Project Canterbury

The Priesthood

A Sermon preached by the Rev. Benjamin Harrison
Rector of the Church of the Advent

Rector's Tracts, Number One

Boston, 1936.


FOREWORD

The following sermon was preached at the ordination to the Sacred Priesthood of the Rev. Stanley Warren Ellis, at Saint Paul's Cathedral, Boston, on May 13,1936. The candidate was ordained by the Rt. Rev. Henry K. Sherrill, Bishop of Massachusetts. The sermon is printed at the request, and through the generosity, of several members of the Church of the Advent. To these our thanks are due and are hereby gratefully given.

BENJAMIN I. HARRISON.
Rectory of the Advent June, 1936.


THE PRIESTHOOD

S. John 12:32:
"I, if I be lifted up from the earth, will draw all men unto me."

We are assembled here today to ordain a priest in the Church of God. Just as Moses was divinely commissioned to lift up the brazen serpent in the wilderness that men should look on it and be miraculously healed, so the priest is ordained, not of men but of God, to lift up Jesus Christ that men may look unto Him and be saved. That, in the briefest terms, is the function of the priest: to lift up Christ, that He may draw all men unto Him and give them eternal life.

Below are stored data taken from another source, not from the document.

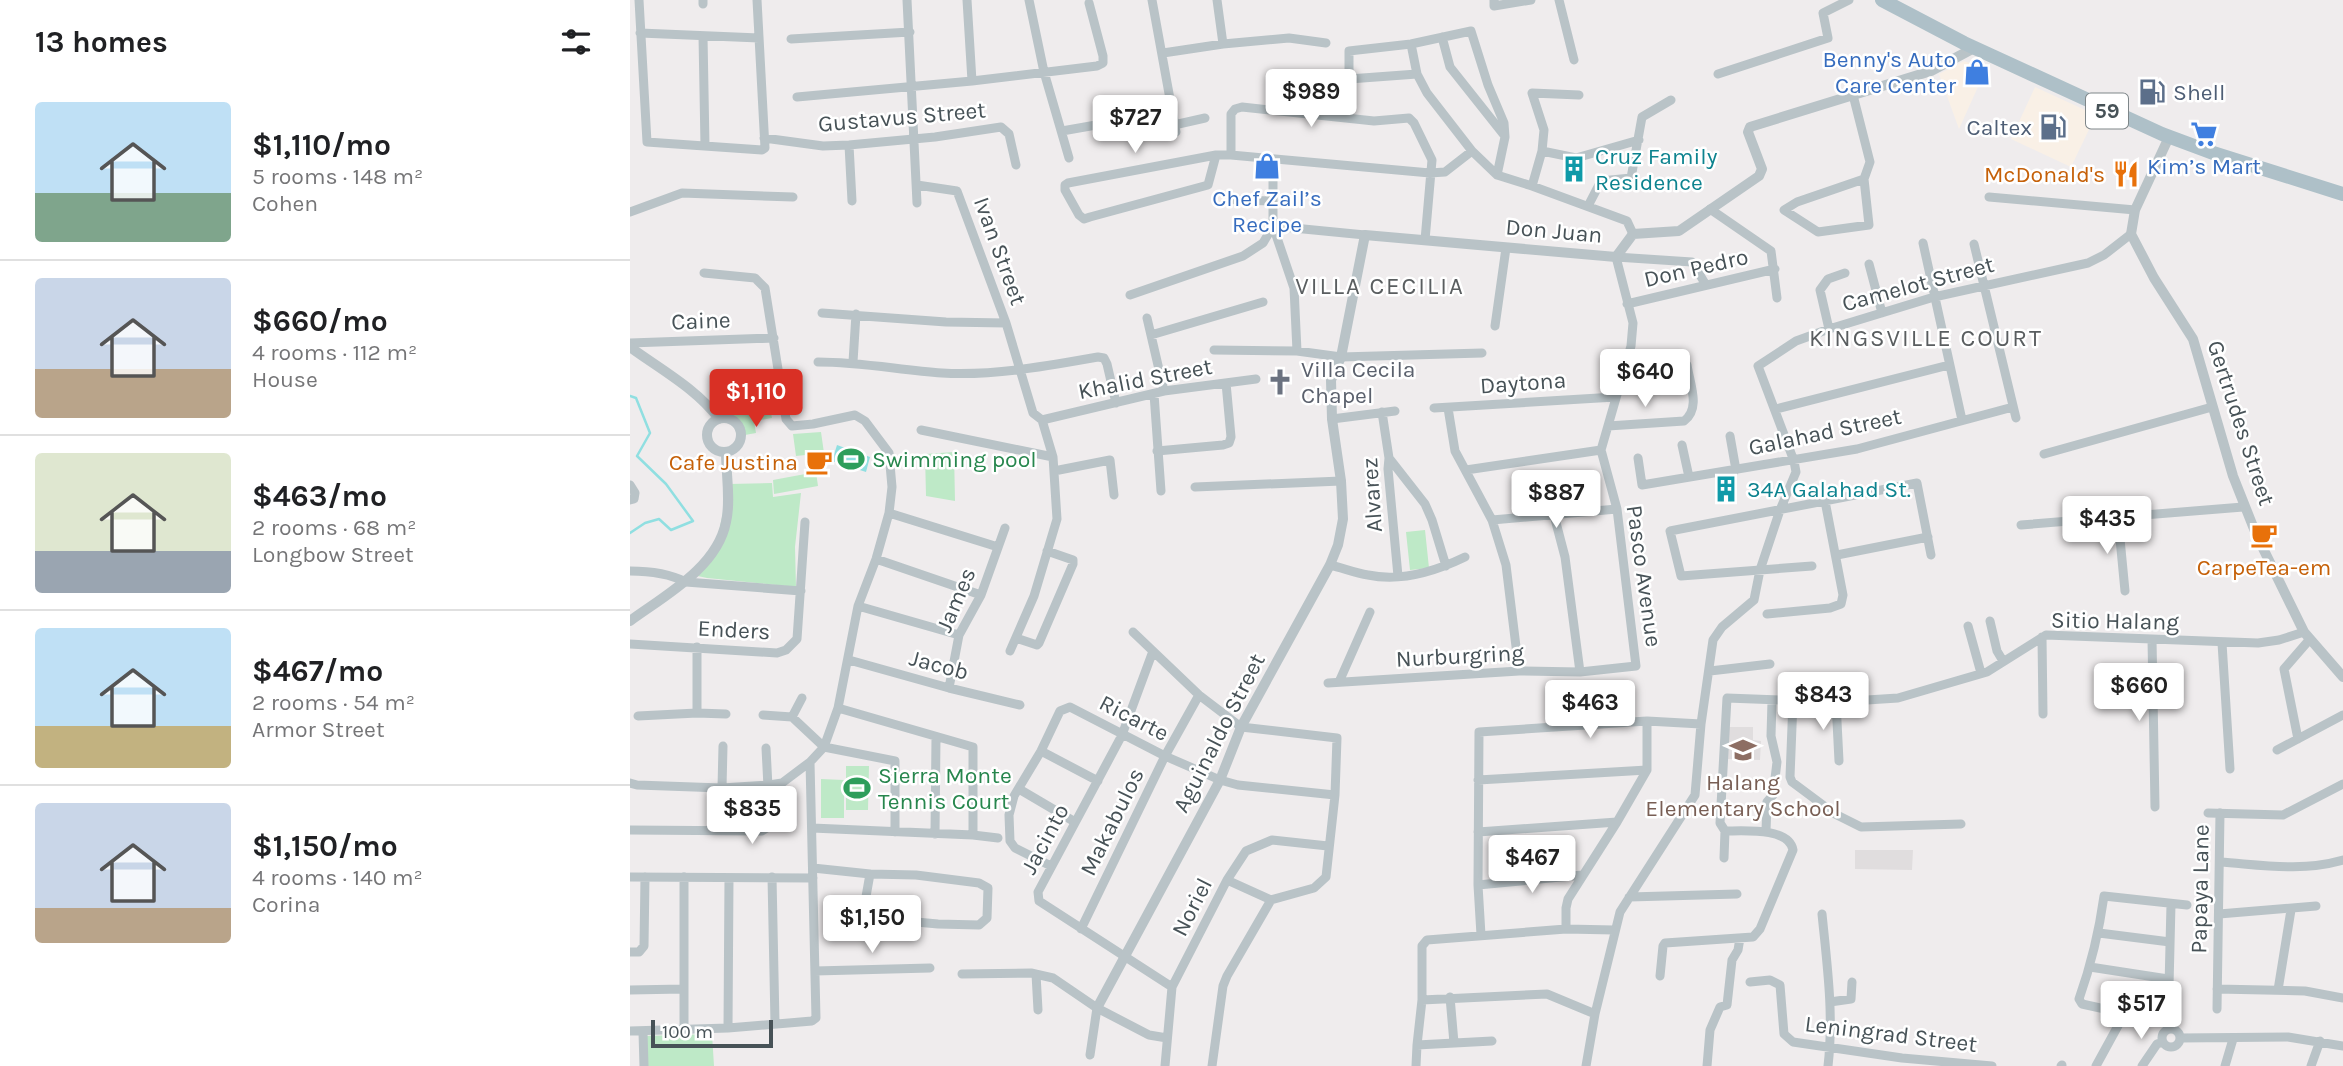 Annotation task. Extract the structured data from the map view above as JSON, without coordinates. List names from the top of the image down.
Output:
{
  "streets": {
    "main road": ["59"],
    "street": [
      "Gustavus Street",
      "Don Juan",
      "Ivan Street",
      "Don Pedro",
      "Camelot Street",
      "Caine",
      "Khalid Street",
      "Daytona",
      "Gertrudes Street",
      "Galahad Street",
      "Alvarez",
      "Pasco Avenue",
      "James",
      "Sitio Halang",
      "Enders",
      "Nurburgring",
      "Jacob",
      "Ricarte",
      "Aguinaldo Street",
      "Makabulos",
      "Jacinto",
      "Papaya Lane",
      "Noriel",
      "Leningrad Street"
    ]
  },
  "crossings": [
    ["59", "Don Juan"],
    ["Don Juan", "Aguinaldo Street"],
    ["Camelot Street", "Gertrudes Street"],
    ["Camelot Street", "Galahad Street"],
    ["Gertrudes Street", "Sitio Halang"],
    ["Pasco Avenue", "Nurburgring"],
    ["James", "Jacob"],
    ["Ricarte", "Aguinaldo Street"],
    ["Ricarte", "Makabulos"],
    ["Ricarte", "Jacinto"],
    ["Aguinaldo Street", "Jacinto"],
    ["Makabulos", "Jacinto"],
    ["Jacinto", "Noriel"]
  ],
  "districts": ["VILLA CECILIA", "KINGSVILLE COURT"],
  "places": {
    "shop": ["Benny's Auto Care Center", "Chef Zail’s Recipe"],
    "fuel station": ["Shell", "Caltex"],
    "supermarket": ["Kim’s Mart"],
    "building": ["Cruz Family Residence", "34A Galahad St."],
    "restaurant": ["McDonald's"],
    "church": ["Villa Cecila Chapel"],
    "sports": ["Swimming pool", "Sierra Monte Tennis Court"],
    "cafe": ["Cafe Justina", "CarpeTea-em"],
    "school or university": ["Halang Elementary School"]
  },
  "scale_bar": "100 m",
  "page": {
    "heading": "13 homes",
    "price": [
      "$989",
      "$727",
      "$640",
      "$1,110",
      "$887",
      "$435",
      "$660",
      "$843",
      "$463",
      "$835",
      "$467",
      "$1,150",
      "$517"
    ],
    "list": [
      {
        "name": "$1,110/mo",
        "note": "5 rooms · 148 m² · Cohen"
      },
      {
        "name": "$660/mo",
        "note": "4 rooms · 112 m² · House"
      },
      {
        "name": "$463/mo",
        "note": "2 rooms · 68 m² · Longbow Street"
      },
      {
        "name": "$467/mo",
        "note": "2 rooms · 54 m² · Armor Street"
      },
      {
        "name": "$1,150/mo",
        "note": "4 rooms · 140 m² · Corina"
      }
    ],
    "scale": "100 m"
  }
}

What we do here today depends entirely upon our faith in the power of God and in the drawing power of Jesus Christ. Without such a faith, this ceremony of ordination would be quite meaningless.

The so-called Liberal or Modernist conception, that is to say the humanist conception, is that a man, having felt a call to the ministry, is ordained by his fellow ministers, in order that he may have authority in the human organization of the Church, to stand in the pulpit and give his interpretation of the Bible and of religion; to go about as a pastor among his flock and give them loving sympathy and comfort in times of trouble; and in every way to endeavor, by his teaching and by his example, to help men to live good lives in this world; to speak to them occasionally, if he can conscientiously do so, concerning a possible life in some doubtful other world; and to lead them, if his intellectual honesty permits it, by timid and hesitant steps toward a probable God, who may or may not be aware of his potential Godhood, and who indeed may not even exist.

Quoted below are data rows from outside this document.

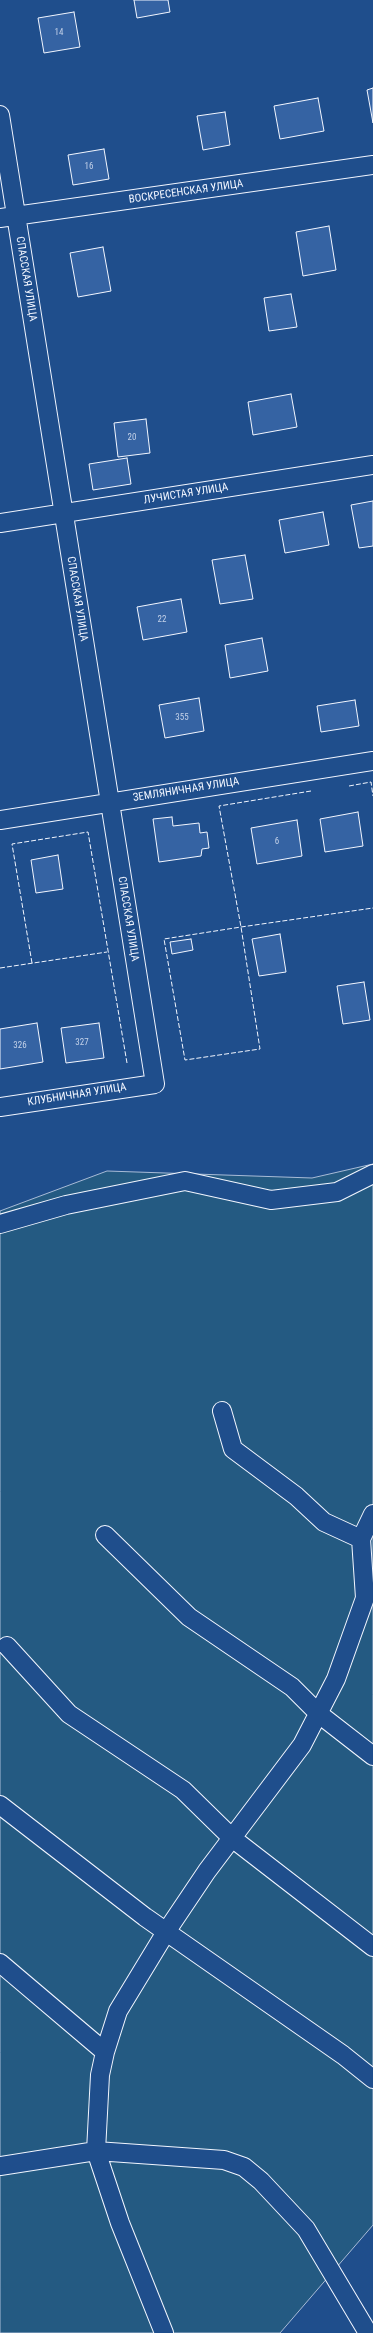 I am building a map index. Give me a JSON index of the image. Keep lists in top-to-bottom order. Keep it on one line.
{"streets":{"street":["ВОСКРЕСЕНСКАЯ УЛИЦА","СПАССКАЯ УЛИЦА","ЛУЧИСТАЯ УЛИЦА","ЗЕМЛЯНИЧНАЯ УЛИЦА","КЛУБНИЧНАЯ УЛИЦА"]},"crossings":[["ВОСКРЕСЕНСКАЯ УЛИЦА","СПАССКАЯ УЛИЦА"],["СПАССКАЯ УЛИЦА","ЛУЧИСТАЯ УЛИЦА"],["СПАССКАЯ УЛИЦА","ЗЕМЛЯНИЧНАЯ УЛИЦА"],["СПАССКАЯ УЛИЦА","КЛУБНИЧНАЯ УЛИЦА"]],"house_numbers":["14","16","20","22","355","6","327","326"]} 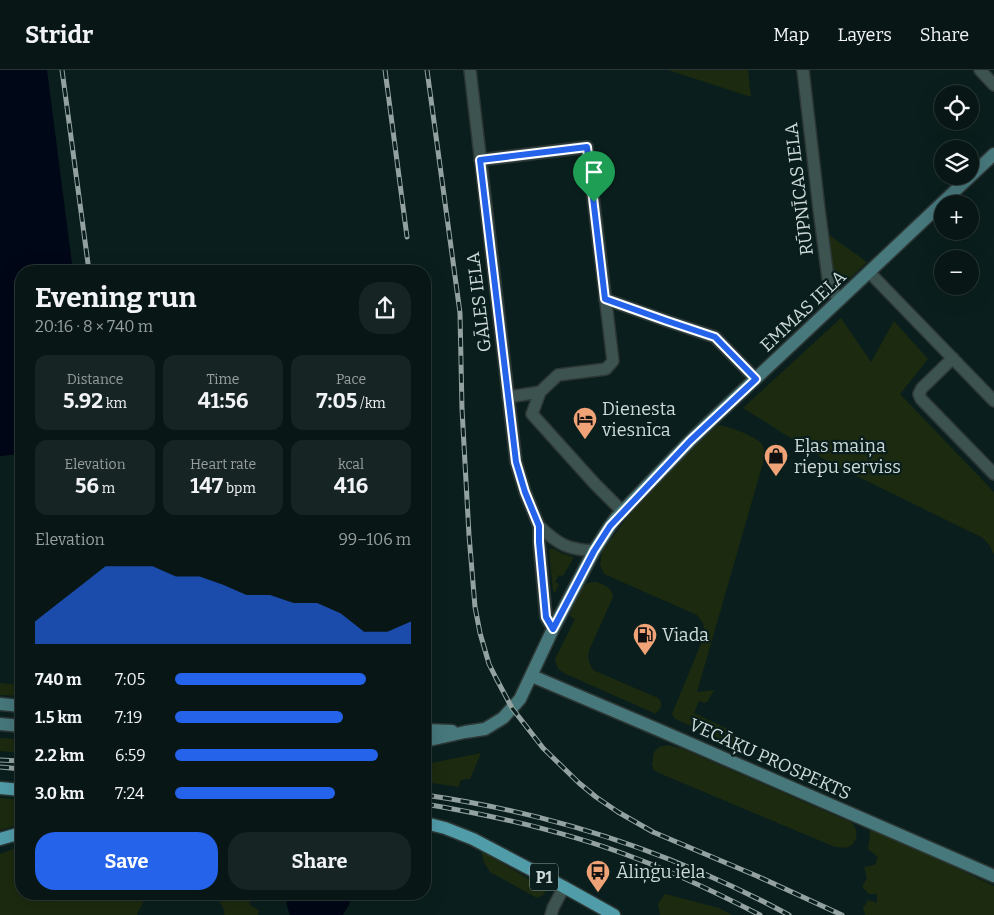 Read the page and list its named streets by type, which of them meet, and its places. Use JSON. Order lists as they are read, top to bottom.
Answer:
{
  "streets": {
    "main road": ["EMMAS IELA", "VECĀĶU PROSPEKTS", "P1"],
    "street": ["RŪPNĪCAS IELA", "GĀLES IELA"]
  },
  "crossings": [
    ["RŪPNĪCAS IELA", "EMMAS IELA"],
    ["GĀLES IELA", "EMMAS IELA"],
    ["EMMAS IELA", "VECĀĶU PROSPEKTS"]
  ],
  "places": {
    "hotel": ["Dienesta viesnīca"],
    "shop": ["Eļas maiņa riepu serviss"],
    "fuel station": ["Viada"],
    "bus stop": ["Āliņģu iela"]
  },
  "page": {
    "header": "Stridr",
    "nav": ["Map", "Layers", "Share"],
    "map_buttons": ["+", "−"],
    "heading": ["Evening run", "20:16 · 8 × 740 m"],
    "stats": [
      ["Distance", "5.92 km"],
      ["Time", "41:56"],
      ["Pace", "7:05 /km"],
      ["Elevation", "56 m"],
      ["Heart rate", "147 bpm"],
      ["kcal", "416"]
    ],
    "chart": ["Elevation", "99–106 m"],
    "list": [
      {
        "name": "740 m",
        "note": "7:05"
      },
      {
        "name": "1.5 km",
        "note": "7:19"
      },
      {
        "name": "2.2 km",
        "note": "6:59"
      },
      {
        "name": "3.0 km",
        "note": "7:24"
      }
    ],
    "buttons": ["Save", "Share"]
  }
}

With all such nebulous and sacrilegious conceptions of what these pseudo-liberals erroneously call the Christian religion and the Christian ministry we are not here concerned. We are here to ordain a priest in the Church of God.

Here is a man who, we steadfastly think and believe, has been truly called (in the words of the Prayer Book), according to the will of our Lord Jesus Christ, to the Order and Ministry of Priesthood. He is to be invested, not humanly but divinely, at the hands of a Bishop of the Church, with authority to execute the office of a Priest in the Church of God.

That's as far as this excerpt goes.